For the data below, give the number of lines in which "water" occurs. Include nothing besides that number.

(Stored data)
>>
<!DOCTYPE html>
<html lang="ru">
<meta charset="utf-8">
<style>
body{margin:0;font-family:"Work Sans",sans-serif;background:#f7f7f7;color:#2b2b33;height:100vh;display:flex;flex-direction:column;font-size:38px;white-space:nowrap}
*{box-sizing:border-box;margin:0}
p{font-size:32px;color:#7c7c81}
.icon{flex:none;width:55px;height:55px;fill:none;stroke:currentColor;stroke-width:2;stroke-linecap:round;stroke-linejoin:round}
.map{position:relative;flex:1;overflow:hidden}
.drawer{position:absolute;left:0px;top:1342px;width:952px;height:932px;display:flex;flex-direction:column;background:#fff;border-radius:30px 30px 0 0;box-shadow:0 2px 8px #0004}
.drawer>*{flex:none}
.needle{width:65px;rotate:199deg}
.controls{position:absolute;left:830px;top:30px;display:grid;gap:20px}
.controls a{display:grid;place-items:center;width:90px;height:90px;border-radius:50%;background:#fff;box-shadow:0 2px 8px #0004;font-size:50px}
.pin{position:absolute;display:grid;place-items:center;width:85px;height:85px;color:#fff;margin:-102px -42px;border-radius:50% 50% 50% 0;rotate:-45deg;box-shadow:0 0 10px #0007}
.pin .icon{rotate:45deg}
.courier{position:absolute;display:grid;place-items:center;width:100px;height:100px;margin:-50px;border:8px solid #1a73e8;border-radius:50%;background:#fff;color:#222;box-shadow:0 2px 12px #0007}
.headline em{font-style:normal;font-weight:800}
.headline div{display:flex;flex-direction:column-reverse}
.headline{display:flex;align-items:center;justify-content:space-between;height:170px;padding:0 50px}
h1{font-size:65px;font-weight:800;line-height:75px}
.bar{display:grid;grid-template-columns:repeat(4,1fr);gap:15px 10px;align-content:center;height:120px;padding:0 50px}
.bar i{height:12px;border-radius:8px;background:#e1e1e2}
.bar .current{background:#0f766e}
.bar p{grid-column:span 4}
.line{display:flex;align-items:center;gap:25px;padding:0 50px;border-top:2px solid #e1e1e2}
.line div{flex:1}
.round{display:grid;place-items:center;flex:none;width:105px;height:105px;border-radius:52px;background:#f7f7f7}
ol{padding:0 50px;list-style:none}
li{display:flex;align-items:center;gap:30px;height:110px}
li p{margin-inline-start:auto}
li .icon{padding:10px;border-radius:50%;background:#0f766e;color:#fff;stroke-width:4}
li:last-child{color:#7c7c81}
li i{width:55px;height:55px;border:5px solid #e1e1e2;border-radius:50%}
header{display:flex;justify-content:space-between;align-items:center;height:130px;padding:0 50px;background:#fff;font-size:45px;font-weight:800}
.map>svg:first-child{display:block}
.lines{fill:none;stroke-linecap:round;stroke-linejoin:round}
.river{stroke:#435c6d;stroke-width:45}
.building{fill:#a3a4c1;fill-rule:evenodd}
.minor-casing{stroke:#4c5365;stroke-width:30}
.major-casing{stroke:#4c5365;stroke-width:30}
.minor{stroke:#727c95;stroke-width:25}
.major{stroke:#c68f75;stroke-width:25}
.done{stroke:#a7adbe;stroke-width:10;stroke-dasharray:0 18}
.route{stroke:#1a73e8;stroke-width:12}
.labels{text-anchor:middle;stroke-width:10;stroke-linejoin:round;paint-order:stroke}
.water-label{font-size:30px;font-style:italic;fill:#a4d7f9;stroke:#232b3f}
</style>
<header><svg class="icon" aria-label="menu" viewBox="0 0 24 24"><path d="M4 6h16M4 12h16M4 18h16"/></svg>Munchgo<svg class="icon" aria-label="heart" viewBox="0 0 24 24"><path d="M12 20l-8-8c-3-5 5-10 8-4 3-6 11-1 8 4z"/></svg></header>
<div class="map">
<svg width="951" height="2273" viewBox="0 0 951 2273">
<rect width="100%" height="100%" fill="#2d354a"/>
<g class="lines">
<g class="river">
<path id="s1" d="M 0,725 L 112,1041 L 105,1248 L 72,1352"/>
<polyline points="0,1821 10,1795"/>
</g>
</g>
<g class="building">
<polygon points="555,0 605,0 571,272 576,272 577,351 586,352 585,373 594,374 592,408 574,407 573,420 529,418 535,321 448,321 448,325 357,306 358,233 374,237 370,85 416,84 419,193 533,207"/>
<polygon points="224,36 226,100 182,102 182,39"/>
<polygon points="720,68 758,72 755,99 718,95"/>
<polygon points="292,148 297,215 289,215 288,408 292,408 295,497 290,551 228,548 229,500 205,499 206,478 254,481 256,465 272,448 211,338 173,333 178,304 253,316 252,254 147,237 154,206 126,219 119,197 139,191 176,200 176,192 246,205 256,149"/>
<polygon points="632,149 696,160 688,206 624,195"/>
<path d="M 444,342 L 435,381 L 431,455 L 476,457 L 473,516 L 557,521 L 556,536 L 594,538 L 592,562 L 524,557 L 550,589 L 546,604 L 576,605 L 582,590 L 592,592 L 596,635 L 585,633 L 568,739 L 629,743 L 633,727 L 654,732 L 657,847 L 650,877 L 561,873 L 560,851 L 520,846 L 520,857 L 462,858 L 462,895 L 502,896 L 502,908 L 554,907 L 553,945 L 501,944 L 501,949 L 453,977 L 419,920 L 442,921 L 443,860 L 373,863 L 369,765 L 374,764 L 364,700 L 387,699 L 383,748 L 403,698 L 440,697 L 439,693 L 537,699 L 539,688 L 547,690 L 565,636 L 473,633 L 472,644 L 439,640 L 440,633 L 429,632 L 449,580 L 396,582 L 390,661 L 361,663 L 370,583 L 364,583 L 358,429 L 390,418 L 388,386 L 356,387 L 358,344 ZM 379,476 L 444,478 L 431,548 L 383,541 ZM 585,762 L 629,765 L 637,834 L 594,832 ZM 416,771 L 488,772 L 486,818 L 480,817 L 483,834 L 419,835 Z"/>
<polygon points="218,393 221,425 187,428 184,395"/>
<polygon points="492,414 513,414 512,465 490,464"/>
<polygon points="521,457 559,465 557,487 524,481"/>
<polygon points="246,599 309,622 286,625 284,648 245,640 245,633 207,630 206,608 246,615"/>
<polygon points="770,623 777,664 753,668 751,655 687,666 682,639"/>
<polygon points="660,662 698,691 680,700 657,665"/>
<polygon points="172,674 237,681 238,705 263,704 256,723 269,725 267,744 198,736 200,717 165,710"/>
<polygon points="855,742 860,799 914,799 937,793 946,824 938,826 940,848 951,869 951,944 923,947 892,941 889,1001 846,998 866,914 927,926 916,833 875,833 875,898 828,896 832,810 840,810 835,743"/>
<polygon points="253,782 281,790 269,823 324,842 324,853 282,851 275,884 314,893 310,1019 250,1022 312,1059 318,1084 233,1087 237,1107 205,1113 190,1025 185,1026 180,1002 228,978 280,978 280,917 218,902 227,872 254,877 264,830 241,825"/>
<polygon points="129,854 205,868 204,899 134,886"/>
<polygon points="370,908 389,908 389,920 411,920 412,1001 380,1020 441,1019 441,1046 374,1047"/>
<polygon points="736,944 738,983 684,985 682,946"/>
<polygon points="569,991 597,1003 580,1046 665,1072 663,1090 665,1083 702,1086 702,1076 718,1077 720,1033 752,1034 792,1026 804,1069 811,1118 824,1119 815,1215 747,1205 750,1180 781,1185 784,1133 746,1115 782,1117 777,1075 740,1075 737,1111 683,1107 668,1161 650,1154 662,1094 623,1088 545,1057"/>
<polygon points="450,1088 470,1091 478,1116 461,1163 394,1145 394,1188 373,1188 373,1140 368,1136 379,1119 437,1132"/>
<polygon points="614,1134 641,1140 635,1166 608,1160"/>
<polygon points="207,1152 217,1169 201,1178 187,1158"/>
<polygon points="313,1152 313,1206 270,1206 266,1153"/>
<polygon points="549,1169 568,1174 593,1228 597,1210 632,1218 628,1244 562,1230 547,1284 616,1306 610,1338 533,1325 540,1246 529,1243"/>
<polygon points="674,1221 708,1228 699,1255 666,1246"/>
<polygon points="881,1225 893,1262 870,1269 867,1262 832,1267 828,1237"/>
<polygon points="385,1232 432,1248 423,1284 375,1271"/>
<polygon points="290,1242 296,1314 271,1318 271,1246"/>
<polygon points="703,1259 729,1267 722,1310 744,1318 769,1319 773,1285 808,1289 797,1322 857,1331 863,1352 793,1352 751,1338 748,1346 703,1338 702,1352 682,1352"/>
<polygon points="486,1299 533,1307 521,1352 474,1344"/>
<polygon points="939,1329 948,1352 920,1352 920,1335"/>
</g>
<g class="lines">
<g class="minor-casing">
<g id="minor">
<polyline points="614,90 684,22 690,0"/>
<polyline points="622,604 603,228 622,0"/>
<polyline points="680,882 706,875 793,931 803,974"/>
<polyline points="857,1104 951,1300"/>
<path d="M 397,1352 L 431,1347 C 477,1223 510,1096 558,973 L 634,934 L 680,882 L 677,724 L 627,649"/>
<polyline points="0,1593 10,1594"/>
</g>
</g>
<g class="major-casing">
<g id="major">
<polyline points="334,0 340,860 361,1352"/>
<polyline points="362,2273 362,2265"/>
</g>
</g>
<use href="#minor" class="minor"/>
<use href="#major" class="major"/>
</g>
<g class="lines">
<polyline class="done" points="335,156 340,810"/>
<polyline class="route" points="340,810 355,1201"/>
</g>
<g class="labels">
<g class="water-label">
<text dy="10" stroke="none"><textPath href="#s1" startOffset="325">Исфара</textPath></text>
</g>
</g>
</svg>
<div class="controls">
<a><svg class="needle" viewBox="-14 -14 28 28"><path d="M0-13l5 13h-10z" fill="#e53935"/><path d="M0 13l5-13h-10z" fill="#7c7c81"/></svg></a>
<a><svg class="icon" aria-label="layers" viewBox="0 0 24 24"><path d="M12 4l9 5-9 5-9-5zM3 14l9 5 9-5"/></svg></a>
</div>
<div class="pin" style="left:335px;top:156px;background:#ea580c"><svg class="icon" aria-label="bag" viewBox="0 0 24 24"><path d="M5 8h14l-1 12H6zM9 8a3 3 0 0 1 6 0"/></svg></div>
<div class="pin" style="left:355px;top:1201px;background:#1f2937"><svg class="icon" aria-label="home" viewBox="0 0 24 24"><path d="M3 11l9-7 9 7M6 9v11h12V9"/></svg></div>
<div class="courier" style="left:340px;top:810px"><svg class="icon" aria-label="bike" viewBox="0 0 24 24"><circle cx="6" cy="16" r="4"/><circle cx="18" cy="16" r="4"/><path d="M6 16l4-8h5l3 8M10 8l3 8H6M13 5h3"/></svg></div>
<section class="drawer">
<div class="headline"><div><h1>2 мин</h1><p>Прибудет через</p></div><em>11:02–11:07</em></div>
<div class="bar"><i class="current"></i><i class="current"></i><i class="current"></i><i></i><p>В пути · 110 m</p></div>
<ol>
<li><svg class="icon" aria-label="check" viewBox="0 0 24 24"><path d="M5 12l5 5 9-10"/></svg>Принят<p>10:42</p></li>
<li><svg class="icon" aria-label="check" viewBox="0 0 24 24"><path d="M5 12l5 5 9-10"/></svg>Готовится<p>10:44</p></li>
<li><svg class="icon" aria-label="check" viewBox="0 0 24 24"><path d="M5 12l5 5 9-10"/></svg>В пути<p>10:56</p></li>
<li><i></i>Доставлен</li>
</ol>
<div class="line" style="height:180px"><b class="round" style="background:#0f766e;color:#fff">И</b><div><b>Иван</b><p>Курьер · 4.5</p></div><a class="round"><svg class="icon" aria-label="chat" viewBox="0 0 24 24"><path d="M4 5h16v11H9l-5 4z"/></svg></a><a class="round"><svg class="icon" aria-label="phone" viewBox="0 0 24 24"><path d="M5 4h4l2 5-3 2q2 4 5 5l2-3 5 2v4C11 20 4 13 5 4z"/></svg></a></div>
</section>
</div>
<<
▶ _EXERCISE RESULT_
2